[Data records]
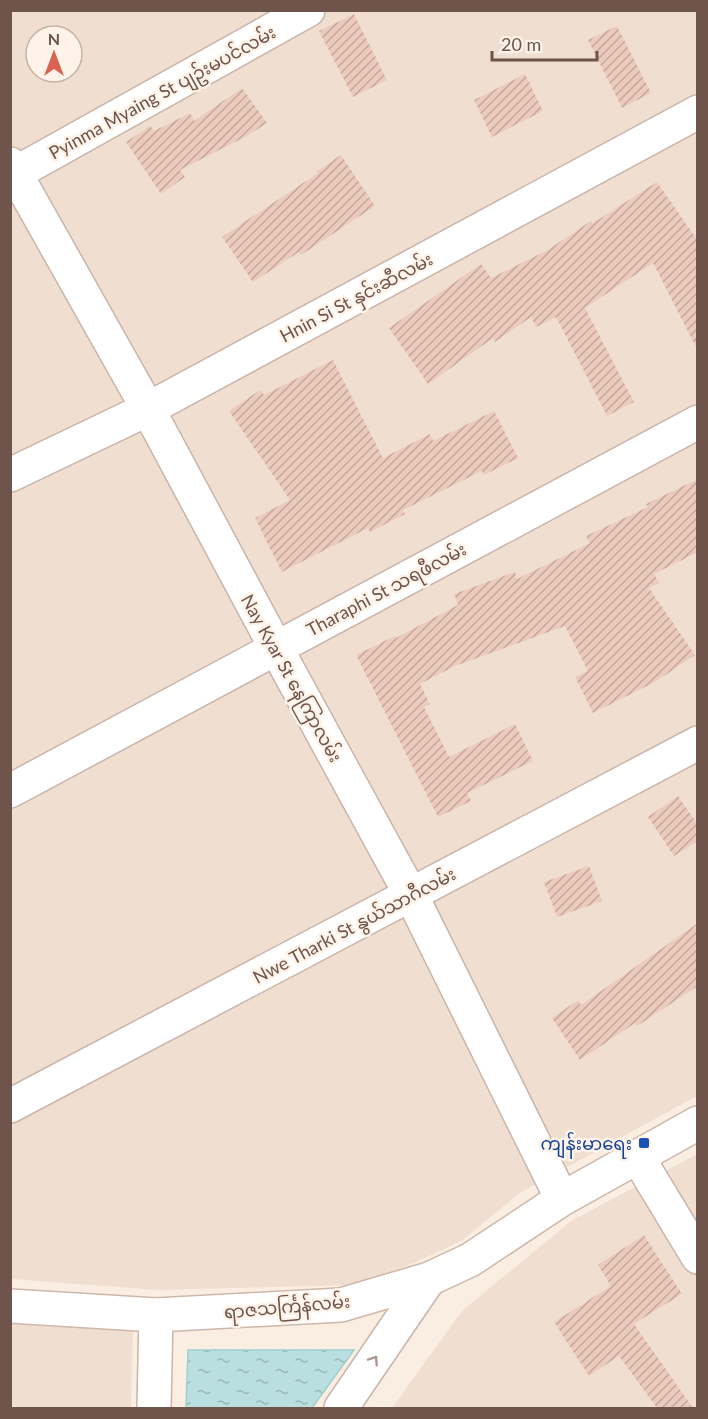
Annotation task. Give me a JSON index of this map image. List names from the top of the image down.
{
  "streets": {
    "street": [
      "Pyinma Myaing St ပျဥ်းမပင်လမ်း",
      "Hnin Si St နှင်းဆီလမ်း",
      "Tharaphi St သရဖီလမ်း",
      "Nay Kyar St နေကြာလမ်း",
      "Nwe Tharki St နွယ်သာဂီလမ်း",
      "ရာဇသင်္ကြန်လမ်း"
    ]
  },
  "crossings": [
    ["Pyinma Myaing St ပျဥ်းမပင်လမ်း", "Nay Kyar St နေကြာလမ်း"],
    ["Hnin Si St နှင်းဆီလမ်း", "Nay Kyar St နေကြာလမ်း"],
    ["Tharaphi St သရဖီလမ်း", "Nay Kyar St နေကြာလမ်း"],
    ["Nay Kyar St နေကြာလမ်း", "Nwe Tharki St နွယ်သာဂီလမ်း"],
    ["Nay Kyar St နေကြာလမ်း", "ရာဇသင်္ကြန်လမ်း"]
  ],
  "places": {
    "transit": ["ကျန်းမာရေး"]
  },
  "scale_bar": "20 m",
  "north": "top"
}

WORK REQUEST:
Without including a single picture, restate all of the data word for word.

EXERCISE OUTPUT:
Annotation task. Give me a JSON index of this map image. List names from the top of the image down.
{
  "streets": {
    "street": [
      "Pyinma Myaing St ပျဥ်းမပင်လမ်း",
      "Hnin Si St နှင်းဆီလမ်း",
      "Tharaphi St သရဖီလမ်း",
      "Nay Kyar St နေကြာလမ်း",
      "Nwe Tharki St နွယ်သာဂီလမ်း",
      "ရာဇသင်္ကြန်လမ်း"
    ]
  },
  "crossings": [
    ["Pyinma Myaing St ပျဥ်းမပင်လမ်း", "Nay Kyar St နေကြာလမ်း"],
    ["Hnin Si St နှင်းဆီလမ်း", "Nay Kyar St နေကြာလမ်း"],
    ["Tharaphi St သရဖီလမ်း", "Nay Kyar St နေကြာလမ်း"],
    ["Nay Kyar St နေကြာလမ်း", "Nwe Tharki St နွယ်သာဂီလမ်း"],
    ["Nay Kyar St နေကြာလမ်း", "ရာဇသင်္ကြန်လမ်း"]
  ],
  "places": {
    "transit": ["ကျန်းမာရေး"]
  },
  "scale_bar": "20 m",
  "north": "top"
}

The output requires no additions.